You should look more at rust model where "mutable objects" need token
to read/write. In python it's an utter mess, because all classes are
mutable, so you need locking for object instantiation (or some sort of
token-passing) or something. This is a major nightmare.

>
> Having this special field is naive approach, so of course we can have
> allocation areas per thread, and GC can be smarter, but lets just
> forget about it for now.
>
> Second step:
> -----------------
> Every time "ceval" equivalent function observes a mutable object on
> bytecode interpretation, it checks if local thread is same as object's
> thread.
>
> If they are same, then proceed with interpretation of local ceval operation.
>
> If they are different, then:
>     - lets call local thread just T
>     - lets call operation just O
>     - take low-level queue of object's thread, lets call it Q
>     - group O and T into item and push it to Q
>     - set T's condition variable to wait
>
> Third step:
> -------------
> Lets imagine that we have old style GIL that counts opcodes executed,
> and after N opcodes instead of acquiring GIL, it processes queue. This
> processing is done by popping out operation (O) and thread (T) items
> from local thread's queue, and serially executing operations. After
> each executed operation it sends signal to condition variable passed
> inside thread which was passed in same queue item where is operation.
> Once, signal is received by awaiting thread, until now awaiting thread
> proceeds with execution, while thread that was processing queue also
> continues executing queued operations.
>
> Conclusion:
> ---------------
> There is ceval per thread. All ceval's run at same time. In the best
> case, they don't wait on each other because threads do not touch
> objects created in other threads. In the worst case, there is always
> only one thread executing operation, and all other are waiting it to
> finish, and this is close to how GIL already works (almost).
>
> Special care has to be taken for threads that are going to finish, and
> what happens with their objects if they are referenced by other
> objects that belong to other threads.

For what is worth this is *hard* - you need to write a new GC for starter.

>
> So I have also some questions:
> - How flexible is to modify GIL in pypy?

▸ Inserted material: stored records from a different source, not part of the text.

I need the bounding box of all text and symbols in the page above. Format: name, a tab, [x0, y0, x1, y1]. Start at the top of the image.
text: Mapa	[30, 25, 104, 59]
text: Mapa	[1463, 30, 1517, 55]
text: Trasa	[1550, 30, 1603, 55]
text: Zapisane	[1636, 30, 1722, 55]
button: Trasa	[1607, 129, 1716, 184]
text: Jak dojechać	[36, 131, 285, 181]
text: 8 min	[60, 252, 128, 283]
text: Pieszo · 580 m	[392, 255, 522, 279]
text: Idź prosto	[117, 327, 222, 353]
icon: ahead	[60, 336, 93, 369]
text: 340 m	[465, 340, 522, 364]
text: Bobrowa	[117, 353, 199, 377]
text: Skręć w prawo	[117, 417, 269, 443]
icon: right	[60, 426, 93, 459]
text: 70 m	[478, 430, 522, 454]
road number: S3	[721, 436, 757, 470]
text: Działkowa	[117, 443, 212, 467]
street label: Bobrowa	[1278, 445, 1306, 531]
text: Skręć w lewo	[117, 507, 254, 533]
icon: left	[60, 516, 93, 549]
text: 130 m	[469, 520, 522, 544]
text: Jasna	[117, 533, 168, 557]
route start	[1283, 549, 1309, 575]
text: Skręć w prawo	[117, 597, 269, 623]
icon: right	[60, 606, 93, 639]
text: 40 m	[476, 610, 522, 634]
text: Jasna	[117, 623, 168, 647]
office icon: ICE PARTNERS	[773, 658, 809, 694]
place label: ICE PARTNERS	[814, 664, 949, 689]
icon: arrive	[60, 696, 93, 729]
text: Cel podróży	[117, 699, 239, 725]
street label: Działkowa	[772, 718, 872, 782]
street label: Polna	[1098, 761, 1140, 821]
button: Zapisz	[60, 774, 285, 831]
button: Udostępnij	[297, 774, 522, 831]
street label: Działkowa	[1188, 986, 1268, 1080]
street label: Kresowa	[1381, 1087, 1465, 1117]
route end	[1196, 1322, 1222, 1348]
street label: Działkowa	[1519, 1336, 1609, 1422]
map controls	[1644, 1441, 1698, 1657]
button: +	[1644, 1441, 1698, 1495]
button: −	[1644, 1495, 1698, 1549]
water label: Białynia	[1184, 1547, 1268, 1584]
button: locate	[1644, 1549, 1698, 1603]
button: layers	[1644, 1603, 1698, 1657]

very, it's a translation-transformation.

> - Where should I look?

someone who calls objectmodel.invoke_around_extcall, from module/thread

> - Do I need to fully translate pypy in order to test it?

no, you can experiment on smaller languages (we do it all the time for
JIT, GC etc.)

> - I need wait-free look-free queue, so what kind of low-level atomic
> primitives do RPython has to offer?

none of what you want. you need to implement it.

> - I need to have special field for all mutable objects, so how to do so?

you can do this by judging in rtyper "are all the fields immutable".

>
> I do not expect any performance boost, just correctness of approach.
> Perhaps, I'm wrong.
>
> What do you think, is this practical approach?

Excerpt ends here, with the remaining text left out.